I don't know of a standard function for it. Here's an interesting way to write it though:
(x > 0) - (x < 0)
Here's a more readable way to do it:
if (x > 0) return 1;
if (x < 0) return -1;
return 0;
If you like the ternary operator you can do this:
(x > 0) ? 1 : ((x < 0) ? -1 : 0)
There's a way to do it without branching, but it's not very pretty.
sign = -(int)((unsigned int)((int)v) >> (sizeof(int) * CHAR_BIT - 1));
http://graphics.stanford.edu/~seander/bithacks.html
Lots of other interesting, overly-clever stuff on that page, too...
Hi
My copy of C in a Nutshell reveals the existence of a standard function called copysign which might be useful. It looks as if copysign(1.0, -2.0) would return -1.0 and copysign(1.0, 2.0) would return +2.0.
Pretty close huh ?
Regards
Mark
There is a C99 math library function called copysign(), which takes the sign from one argument and the absolute value from the other:
result= copysign(1.0,value)
will give you a result of +/- 1.0, depending on the sign of value. Since floating point values are signed, (+0) will yield +1, and (-0) will yield -1.
If all you want is to test the sign, use signbit (returns true if its argument has a negative sign). Not sure why you would particularly want -1 or +1 returned; copysign is more convenient for that, but it sounds like it will return +1 for negative zero on some platforms with only partial support for negative zero, where signbit presumably would return true.

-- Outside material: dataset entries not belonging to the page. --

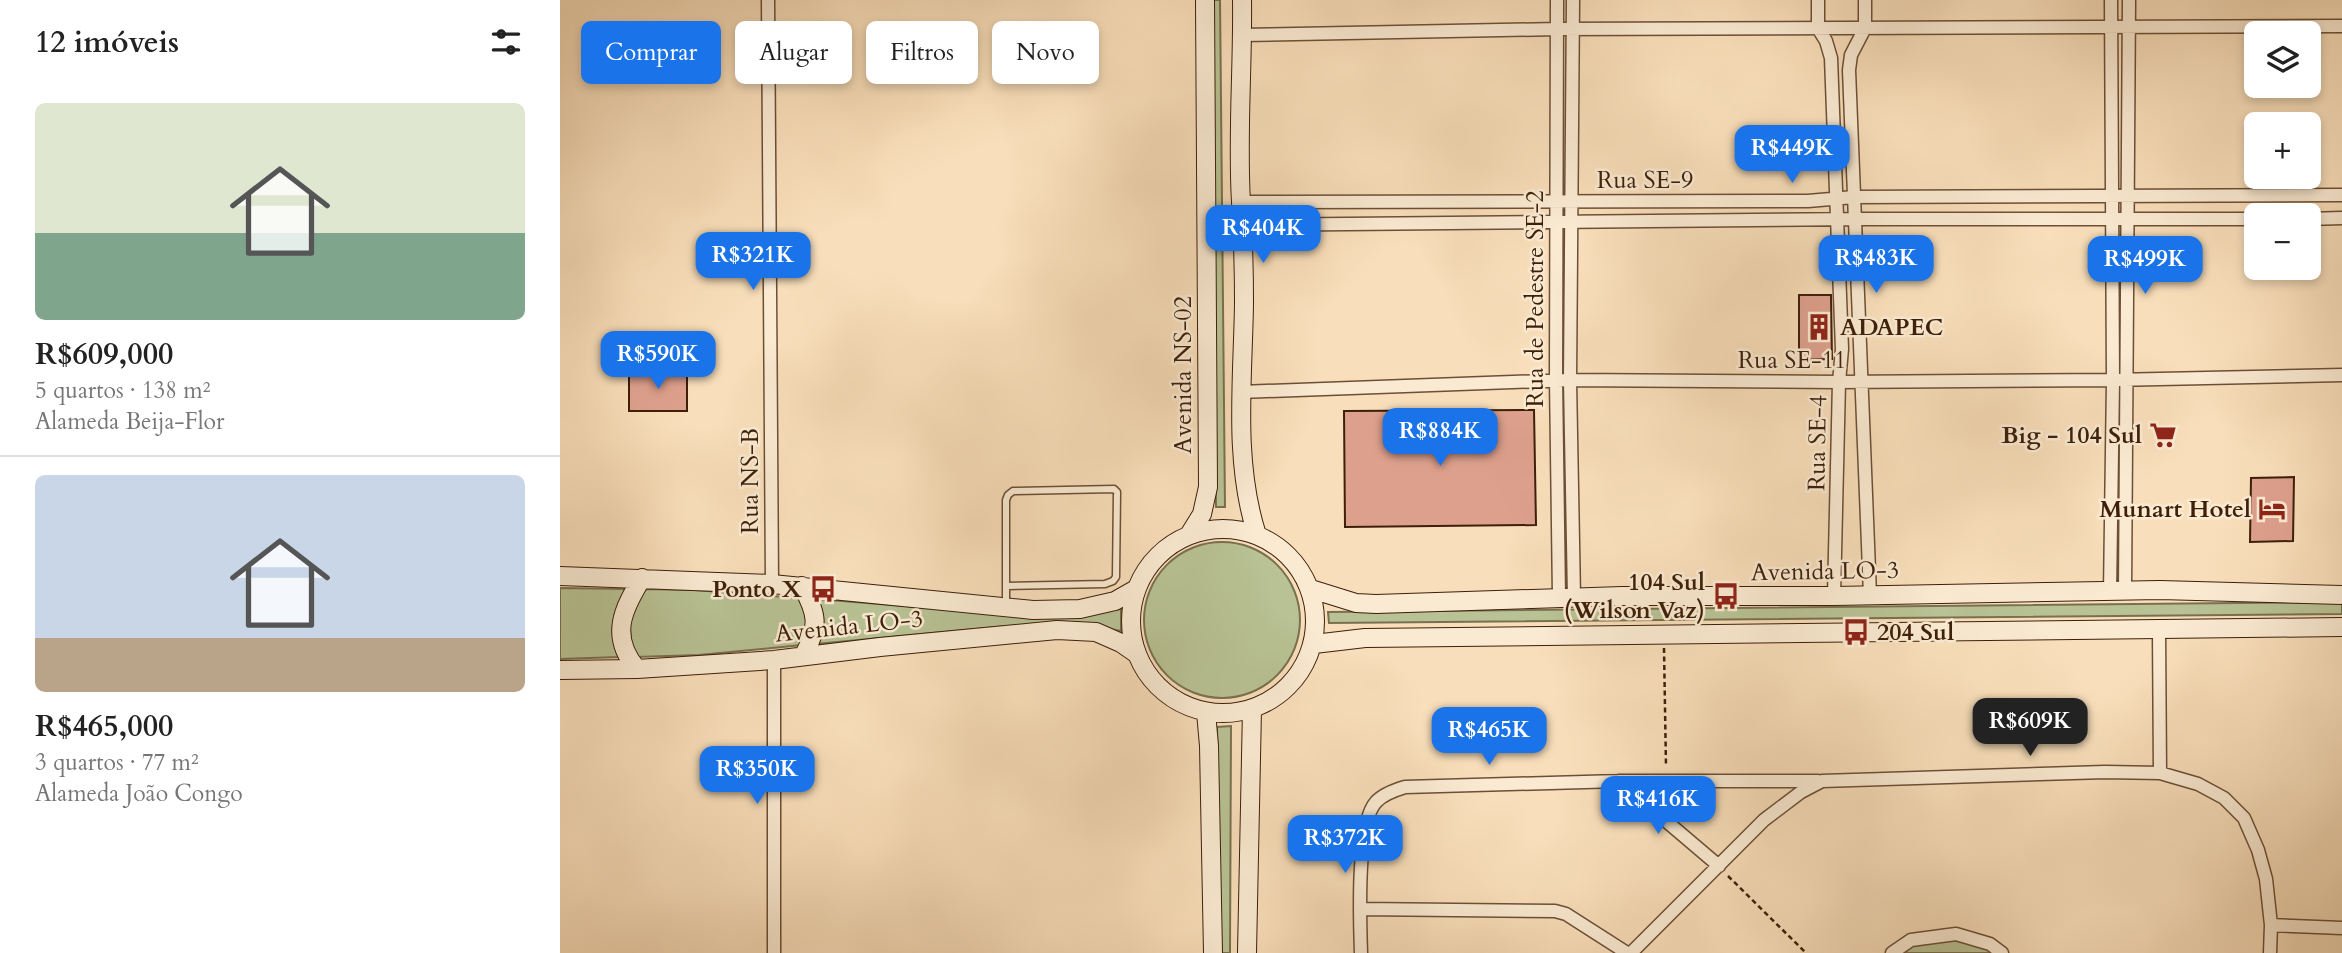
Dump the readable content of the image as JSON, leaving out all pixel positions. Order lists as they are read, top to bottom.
{
  "streets": {
    "street": [
      "Rua SE-9",
      "Rua de Pedestre SE-2",
      "Rua SE-11",
      "Avenida NS-02",
      "Rua SE-4",
      "Rua NS-B",
      "Avenida LO-3"
    ]
  },
  "crossings": [
    ["Rua SE-9", "Rua de Pedestre SE-2"],
    ["Rua SE-9", "Rua SE-4"],
    ["Rua de Pedestre SE-2", "Rua SE-11"],
    ["Rua de Pedestre SE-2", "Avenida LO-3"],
    ["Rua SE-11", "Rua SE-4"],
    ["Avenida NS-02", "Avenida LO-3"],
    ["Rua SE-4", "Avenida LO-3"],
    ["Rua NS-B", "Avenida LO-3"]
  ],
  "places": {
    "building": ["ADAPEC"],
    "supermarket": ["Big - 104 Sul"],
    "hotel": ["Munart Hotel"],
    "bus stop": ["Ponto X", "104 Sul (Wilson Vaz)", "204 Sul"]
  },
  "page": {
    "heading": "12 imóveis",
    "map_buttons": ["+", "−"],
    "chip": [
      "Comprar",
      "Alugar",
      "Filtros",
      "Novo"
    ],
    "list": [
      {
        "name": "R$609,000",
        "note": "5 quartos · 138 m² · Alameda Beija-Flor"
      },
      {
        "name": "R$465,000",
        "note": "3 quartos · 77 m² · Alameda João Congo"
      }
    ],
    "price": [
      "R$449K",
      "R$404K",
      "R$321K",
      "R$483K",
      "R$499K",
      "R$590K",
      "R$884K",
      "R$609K",
      "R$465K",
      "R$350K",
      "R$416K",
      "R$372K"
    ]
  }
}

I tend to use the following:
signval = i/abs(i);
That gives +/- 1 although it's likely not very fast.
And just because you can never have enough different ways to compute a simple value ... The book Hacker's Delight by Henry S. Warren, Jr. describes the sign function on page 19. It gives the the comparison predicate version described by Mark Byers as well as a couple of others. With the Microsoft compiler (v14.00.50727.762), both the /O1 and /O2 switches produce less assembly for the following version from the book:
#define sign1(x) (( x >> 31 ) | ( (unsigned int)( -x ) >> 31 ))
Than for the predicate comparison version:
#define sign2(x) (( x > 0 ) - ( x < 0 ))
It took 3.8 seconds to test 2 billion integers on my PC using sign1. It took 5.7 seconds to test the same values using the comparison predicate version (sign2):
I didn't time it, but gcc (v4.0.2) emitted the same number of assembly instructions both both of these versions of the sign function.
I would be hesitant to use the version with the shift operator, though, unless that small speed improvement was terribly critical. It depends on the signed and unsigned right shift behaving appropriately (not to mention the hard coded assumption on integer size).
The OP's question was "C/C++" but here is a strictly c++ solution:
template <typename T>
T sign(T t)
{
if( t == 0 )
return T(0);
else
return (t < 0) : T(-1) : T(1);
}
which doesn't handle +/- zero, but uses templates nicely to overload for any type for which the compiler can understand 0, 1, and -1. If it's used on a type for which this isn't true, then the compiler will complain so you don't get unexpected behavior. This wont have the speed of some of the earlier posts, but will be handy for many cases still.